Determining Optimal Number of Clusters
A variety of measures have been proposed in the literature for evaluating clustering results. The term clustering validation is used to design the procedure of evaluating the results of a clustering algorithm. There are more than thirty indices and methods for identifying the optimal number of clusters so I’ll just focus on a few here including the very neat clustree package.
The “Elbow” Method
Probably the most well known method, the elbow method, in which the sum of squares at each number of clusters is calculated and graphed, and the user looks for a change of slope from steep to shallow (an elbow) to determine the optimal number of clusters. This method is inexact, but still potentially helpful.
set.seed(31) # function to compute total within-cluster sum of squares fviz_nbclust(mammals_scaled, kmeans, method = "wss", k.max = 24) + theme_minimal() + ggtitle("the Elbow Method")

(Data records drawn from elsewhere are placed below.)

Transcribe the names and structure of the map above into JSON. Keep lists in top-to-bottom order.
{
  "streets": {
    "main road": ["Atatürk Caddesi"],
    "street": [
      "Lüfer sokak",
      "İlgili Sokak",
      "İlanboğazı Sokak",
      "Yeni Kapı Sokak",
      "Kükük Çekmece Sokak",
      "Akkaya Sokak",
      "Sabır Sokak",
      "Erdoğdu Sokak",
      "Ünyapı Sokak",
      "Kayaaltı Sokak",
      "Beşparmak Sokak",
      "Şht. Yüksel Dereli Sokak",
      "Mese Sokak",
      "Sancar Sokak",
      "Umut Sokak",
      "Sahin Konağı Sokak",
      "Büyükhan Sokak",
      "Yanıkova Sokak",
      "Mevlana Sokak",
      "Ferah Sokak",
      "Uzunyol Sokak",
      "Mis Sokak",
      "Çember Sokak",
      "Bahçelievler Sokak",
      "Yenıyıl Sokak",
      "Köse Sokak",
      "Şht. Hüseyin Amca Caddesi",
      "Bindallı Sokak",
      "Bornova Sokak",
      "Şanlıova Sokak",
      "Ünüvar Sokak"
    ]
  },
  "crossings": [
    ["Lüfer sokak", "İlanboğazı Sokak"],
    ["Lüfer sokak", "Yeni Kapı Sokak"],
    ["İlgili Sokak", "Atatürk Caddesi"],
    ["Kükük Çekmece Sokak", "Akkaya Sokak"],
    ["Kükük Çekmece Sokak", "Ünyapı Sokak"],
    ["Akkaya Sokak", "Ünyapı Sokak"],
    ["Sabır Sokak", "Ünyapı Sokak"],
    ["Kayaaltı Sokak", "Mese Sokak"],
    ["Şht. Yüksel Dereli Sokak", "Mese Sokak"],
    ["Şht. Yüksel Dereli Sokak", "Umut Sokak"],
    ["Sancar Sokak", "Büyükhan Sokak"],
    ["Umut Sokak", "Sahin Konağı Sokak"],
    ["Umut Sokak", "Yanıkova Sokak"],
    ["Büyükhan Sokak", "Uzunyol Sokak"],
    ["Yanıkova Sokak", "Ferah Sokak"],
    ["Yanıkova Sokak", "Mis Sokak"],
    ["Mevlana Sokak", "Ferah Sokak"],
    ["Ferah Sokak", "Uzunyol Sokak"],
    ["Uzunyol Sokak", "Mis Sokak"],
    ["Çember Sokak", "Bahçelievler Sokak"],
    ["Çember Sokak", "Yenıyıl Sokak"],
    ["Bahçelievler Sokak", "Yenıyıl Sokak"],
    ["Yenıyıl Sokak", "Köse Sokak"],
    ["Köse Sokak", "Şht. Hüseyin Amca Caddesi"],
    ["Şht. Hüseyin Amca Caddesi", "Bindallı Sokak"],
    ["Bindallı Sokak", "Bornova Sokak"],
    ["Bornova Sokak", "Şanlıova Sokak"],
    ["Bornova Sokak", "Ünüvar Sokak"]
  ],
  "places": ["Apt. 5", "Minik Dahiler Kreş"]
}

The Elbow Curve method is helpful because it shows how increasing the number of the clusters contribute separating the clusters in a meaningful way, not in a marginal way. The bend indicates that additional clusters beyond the third have little value. (See [here] for a more mathematically rigorous interpretation and implementation of this method).
The Gap Statistic
The gap statistic compares the total within intra-cluster variation for different values of k with their expected values under null reference distribution of the data. The estimate of the optimal clusters will be value that maximize the gap statistic (i.e., that yields the largest gap statistic). This means that the clustering structure is far away from the random uniform distribution of points.
gap_stat <- clusGap(mammals_scaled, FUN = kmeans, nstart = 30, K.max = 24, B = 50) fviz_gap_stat(gap_stat) + theme_minimal() + ggtitle("fviz_gap_stat: Gap Statistic")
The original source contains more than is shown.